TASK DESCRIPTION >> Search the records for the string "Taman" and copy every line in which it appears.

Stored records
=====

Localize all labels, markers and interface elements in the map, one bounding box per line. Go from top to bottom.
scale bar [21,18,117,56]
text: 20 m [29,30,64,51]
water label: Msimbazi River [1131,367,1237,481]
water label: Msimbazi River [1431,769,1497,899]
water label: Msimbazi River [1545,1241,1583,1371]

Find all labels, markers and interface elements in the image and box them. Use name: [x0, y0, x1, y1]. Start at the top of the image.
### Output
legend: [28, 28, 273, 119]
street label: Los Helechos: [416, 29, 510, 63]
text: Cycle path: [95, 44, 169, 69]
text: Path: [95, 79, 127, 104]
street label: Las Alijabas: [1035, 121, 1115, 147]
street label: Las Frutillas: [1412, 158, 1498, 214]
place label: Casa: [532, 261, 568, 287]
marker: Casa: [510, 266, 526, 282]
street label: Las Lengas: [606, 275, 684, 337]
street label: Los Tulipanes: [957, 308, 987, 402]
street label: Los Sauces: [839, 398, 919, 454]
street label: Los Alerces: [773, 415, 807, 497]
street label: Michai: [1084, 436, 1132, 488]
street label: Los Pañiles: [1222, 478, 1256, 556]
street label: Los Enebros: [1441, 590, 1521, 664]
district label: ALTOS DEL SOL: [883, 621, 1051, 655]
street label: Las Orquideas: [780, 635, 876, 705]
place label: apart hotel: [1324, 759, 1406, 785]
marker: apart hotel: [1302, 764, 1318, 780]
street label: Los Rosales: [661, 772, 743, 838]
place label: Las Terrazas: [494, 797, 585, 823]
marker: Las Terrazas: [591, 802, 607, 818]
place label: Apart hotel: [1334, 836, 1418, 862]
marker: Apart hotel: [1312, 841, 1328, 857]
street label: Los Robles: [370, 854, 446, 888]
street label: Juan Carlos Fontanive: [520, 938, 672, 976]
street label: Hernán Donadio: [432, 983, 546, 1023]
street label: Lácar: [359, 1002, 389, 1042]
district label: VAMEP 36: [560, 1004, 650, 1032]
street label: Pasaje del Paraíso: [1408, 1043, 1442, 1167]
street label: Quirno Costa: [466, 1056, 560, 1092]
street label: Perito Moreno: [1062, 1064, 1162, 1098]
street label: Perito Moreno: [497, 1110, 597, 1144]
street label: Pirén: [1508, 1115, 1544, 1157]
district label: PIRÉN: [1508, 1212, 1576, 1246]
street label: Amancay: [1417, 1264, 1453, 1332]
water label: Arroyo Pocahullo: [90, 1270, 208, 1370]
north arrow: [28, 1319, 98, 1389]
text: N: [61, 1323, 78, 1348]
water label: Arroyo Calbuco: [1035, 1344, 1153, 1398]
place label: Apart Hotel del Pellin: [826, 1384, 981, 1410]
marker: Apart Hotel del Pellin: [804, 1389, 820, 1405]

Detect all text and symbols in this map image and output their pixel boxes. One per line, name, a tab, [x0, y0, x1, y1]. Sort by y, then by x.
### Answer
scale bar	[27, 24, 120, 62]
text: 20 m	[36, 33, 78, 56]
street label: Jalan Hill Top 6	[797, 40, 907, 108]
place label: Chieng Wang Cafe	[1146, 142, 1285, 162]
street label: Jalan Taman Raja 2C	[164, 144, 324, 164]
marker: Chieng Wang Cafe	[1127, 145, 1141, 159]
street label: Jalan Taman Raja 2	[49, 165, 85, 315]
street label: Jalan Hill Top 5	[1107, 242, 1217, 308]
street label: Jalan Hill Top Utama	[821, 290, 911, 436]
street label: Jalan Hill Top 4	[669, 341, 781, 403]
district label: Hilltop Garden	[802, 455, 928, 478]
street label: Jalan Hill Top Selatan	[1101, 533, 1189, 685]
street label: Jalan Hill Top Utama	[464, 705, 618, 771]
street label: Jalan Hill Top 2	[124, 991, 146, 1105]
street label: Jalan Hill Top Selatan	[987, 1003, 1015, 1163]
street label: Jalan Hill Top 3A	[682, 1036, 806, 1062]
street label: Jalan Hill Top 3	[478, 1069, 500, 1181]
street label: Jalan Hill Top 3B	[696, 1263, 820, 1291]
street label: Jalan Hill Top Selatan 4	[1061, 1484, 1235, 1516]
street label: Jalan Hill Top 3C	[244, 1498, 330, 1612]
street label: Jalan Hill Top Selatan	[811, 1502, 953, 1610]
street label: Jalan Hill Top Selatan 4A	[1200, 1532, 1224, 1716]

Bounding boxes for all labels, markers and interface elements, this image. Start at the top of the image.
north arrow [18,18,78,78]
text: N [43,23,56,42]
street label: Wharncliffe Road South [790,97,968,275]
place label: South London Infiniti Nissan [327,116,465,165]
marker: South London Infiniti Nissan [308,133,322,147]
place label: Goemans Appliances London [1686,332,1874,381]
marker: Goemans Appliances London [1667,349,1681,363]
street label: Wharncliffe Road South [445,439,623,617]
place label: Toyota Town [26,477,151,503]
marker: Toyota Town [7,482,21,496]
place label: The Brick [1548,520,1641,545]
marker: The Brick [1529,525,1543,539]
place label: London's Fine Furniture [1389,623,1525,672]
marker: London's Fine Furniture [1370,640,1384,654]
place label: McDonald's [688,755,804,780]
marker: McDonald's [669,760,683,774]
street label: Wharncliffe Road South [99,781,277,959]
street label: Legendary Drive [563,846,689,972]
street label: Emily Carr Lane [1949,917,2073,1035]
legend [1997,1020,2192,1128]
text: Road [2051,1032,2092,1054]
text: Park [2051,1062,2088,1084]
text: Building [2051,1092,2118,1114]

=====

RESPONSE TO THIS EXERCISE >>
street label: Jalan Taman Raja 2C	[164, 144, 324, 164]
street label: Jalan Taman Raja 2	[49, 165, 85, 315]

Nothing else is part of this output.